(Your objective):
Starting with the line containing "const g = document.querySelector('canvas').getContext('2d');" and going on through the line containing "g.font = font", return the lines of the data below exactly, and only those.
—————
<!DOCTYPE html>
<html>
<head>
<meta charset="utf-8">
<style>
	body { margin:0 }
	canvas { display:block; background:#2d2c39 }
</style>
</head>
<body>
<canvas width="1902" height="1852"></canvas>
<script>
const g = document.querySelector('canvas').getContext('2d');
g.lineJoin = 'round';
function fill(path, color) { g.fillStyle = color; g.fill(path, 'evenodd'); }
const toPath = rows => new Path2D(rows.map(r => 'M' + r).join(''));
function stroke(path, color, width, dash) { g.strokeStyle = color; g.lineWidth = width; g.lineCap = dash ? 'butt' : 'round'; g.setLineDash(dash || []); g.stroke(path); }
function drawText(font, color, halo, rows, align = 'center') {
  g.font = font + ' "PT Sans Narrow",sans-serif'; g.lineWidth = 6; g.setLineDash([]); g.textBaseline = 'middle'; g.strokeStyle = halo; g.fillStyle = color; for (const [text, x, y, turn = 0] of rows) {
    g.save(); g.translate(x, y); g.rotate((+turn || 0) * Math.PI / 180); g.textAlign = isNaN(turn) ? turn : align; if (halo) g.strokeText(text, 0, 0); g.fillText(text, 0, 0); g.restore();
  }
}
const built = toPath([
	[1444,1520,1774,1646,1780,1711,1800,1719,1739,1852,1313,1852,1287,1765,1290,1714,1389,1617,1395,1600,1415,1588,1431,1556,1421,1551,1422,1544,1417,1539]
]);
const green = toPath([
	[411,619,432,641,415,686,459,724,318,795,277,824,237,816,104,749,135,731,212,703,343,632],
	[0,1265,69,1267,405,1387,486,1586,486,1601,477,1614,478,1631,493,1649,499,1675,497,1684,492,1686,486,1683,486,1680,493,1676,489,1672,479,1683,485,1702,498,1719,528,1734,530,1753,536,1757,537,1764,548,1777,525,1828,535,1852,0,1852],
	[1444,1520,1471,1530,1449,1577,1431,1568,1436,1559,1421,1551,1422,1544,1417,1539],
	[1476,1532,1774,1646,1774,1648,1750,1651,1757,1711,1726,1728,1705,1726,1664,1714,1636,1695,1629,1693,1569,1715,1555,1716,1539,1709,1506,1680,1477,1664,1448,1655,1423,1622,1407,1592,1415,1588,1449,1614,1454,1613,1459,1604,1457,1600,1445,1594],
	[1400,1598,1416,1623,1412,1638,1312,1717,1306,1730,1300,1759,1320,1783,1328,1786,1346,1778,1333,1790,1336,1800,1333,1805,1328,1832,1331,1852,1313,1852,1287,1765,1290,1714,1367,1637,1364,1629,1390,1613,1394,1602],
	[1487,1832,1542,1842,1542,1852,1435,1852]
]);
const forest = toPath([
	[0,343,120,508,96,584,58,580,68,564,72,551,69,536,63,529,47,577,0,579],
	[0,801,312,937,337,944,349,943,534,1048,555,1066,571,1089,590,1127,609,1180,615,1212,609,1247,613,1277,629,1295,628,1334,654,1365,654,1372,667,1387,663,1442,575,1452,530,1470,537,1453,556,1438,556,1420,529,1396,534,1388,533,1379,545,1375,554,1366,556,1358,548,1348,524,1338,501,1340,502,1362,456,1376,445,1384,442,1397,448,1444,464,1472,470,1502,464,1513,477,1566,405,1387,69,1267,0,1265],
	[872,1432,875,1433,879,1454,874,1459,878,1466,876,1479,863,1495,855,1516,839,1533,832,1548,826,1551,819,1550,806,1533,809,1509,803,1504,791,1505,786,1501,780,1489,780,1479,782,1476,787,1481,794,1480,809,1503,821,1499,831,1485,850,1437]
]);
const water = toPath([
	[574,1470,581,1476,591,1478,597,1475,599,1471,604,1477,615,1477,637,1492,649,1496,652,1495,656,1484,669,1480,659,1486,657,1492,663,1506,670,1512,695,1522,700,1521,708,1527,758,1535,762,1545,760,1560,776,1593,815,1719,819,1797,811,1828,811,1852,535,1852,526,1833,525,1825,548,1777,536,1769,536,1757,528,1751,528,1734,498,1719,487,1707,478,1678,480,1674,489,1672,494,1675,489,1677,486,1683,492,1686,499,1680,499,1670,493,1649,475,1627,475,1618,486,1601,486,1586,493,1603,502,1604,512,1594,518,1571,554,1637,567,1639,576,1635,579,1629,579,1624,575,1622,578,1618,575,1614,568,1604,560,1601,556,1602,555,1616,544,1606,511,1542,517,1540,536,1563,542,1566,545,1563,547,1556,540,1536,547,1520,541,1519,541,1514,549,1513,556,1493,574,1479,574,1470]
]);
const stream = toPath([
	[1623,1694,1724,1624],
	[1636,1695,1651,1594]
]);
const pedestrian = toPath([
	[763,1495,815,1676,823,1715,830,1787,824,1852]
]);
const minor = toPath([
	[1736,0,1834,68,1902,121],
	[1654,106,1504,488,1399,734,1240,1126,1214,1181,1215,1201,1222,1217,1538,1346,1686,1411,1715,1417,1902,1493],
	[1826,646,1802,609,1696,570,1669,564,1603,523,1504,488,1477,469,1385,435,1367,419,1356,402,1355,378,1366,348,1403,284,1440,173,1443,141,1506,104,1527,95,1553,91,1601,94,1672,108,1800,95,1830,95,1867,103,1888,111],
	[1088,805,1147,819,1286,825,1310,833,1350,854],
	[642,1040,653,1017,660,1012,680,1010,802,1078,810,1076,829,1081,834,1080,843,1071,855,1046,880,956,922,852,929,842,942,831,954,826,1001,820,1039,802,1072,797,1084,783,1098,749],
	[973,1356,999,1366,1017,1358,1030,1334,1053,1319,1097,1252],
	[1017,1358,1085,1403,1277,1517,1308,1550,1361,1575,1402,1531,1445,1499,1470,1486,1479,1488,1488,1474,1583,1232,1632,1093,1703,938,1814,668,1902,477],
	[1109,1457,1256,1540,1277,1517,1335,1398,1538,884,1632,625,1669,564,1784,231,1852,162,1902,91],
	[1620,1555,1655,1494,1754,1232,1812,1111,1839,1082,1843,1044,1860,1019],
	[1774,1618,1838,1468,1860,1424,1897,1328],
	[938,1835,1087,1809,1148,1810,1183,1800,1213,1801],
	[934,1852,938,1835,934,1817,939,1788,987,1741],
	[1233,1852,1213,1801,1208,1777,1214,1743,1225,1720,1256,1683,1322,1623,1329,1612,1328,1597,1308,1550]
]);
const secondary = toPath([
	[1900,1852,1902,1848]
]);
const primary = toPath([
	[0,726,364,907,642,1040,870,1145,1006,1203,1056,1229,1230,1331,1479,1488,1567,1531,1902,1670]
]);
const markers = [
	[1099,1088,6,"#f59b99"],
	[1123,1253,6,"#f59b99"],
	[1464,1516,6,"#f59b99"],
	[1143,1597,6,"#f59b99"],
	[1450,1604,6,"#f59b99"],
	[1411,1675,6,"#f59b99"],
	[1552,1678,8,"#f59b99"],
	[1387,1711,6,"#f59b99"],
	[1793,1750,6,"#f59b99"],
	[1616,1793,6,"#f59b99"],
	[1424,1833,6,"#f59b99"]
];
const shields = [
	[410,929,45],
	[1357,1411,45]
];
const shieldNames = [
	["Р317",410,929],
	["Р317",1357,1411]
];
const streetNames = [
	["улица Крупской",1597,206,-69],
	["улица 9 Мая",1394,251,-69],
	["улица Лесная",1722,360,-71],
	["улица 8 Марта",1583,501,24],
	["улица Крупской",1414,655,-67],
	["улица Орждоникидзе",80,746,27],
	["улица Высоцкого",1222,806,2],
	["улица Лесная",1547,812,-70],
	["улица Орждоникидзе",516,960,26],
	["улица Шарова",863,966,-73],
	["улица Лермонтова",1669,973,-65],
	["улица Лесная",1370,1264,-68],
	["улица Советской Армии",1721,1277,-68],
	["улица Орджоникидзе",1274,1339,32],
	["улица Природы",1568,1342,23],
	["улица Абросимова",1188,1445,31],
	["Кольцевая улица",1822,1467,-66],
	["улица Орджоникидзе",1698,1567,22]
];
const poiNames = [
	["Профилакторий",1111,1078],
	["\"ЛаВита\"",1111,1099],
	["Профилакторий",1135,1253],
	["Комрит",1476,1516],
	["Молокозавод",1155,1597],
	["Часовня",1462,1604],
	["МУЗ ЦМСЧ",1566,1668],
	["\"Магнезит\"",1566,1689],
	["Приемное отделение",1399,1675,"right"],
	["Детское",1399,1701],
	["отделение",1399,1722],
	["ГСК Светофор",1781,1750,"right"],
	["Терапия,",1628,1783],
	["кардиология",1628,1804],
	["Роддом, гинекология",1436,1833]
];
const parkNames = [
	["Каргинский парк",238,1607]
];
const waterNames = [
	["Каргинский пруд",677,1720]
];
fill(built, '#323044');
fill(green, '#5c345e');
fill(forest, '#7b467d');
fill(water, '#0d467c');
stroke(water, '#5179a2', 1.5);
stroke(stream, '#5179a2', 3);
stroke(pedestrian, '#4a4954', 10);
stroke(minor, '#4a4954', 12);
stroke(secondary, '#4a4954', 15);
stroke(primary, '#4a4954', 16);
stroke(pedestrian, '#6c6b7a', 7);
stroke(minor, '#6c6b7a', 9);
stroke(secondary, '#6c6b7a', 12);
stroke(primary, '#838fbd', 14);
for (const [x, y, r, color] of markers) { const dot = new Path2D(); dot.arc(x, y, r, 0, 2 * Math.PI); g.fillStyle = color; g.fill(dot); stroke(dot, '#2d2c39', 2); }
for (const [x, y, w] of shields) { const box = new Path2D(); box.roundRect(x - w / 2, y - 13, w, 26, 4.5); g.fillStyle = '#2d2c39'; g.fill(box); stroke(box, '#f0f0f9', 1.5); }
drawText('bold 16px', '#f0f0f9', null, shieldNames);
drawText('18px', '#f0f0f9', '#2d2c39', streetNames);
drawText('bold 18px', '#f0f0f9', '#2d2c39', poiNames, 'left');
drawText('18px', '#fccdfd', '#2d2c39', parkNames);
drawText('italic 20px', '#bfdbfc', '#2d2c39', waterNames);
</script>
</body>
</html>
—————
(Task result):
const g = document.querySelector('canvas').getContext('2d');
g.lineJoin = 'round';
function fill(path, color) { g.fillStyle = color; g.fill(path, 'evenodd'); }
const toPath = rows => new Path2D(rows.map(r => 'M' + r).join(''));
function stroke(path, color, width, dash) { g.strokeStyle = color; g.lineWidth = width; g.lineCap = dash ? 'butt' : 'round'; g.setLineDash(dash || []); g.stroke(path); }
function drawText(font, color, halo, rows, align = 'center') {
  g.font = font + ' "PT Sans Narrow",sans-serif'; g.lineWidth = 6; g.setLineDash([]); g.textBaseline = 'middle'; g.strokeStyle = halo; g.fillStyle = color; for (const [text, x, y, turn = 0] of rows) {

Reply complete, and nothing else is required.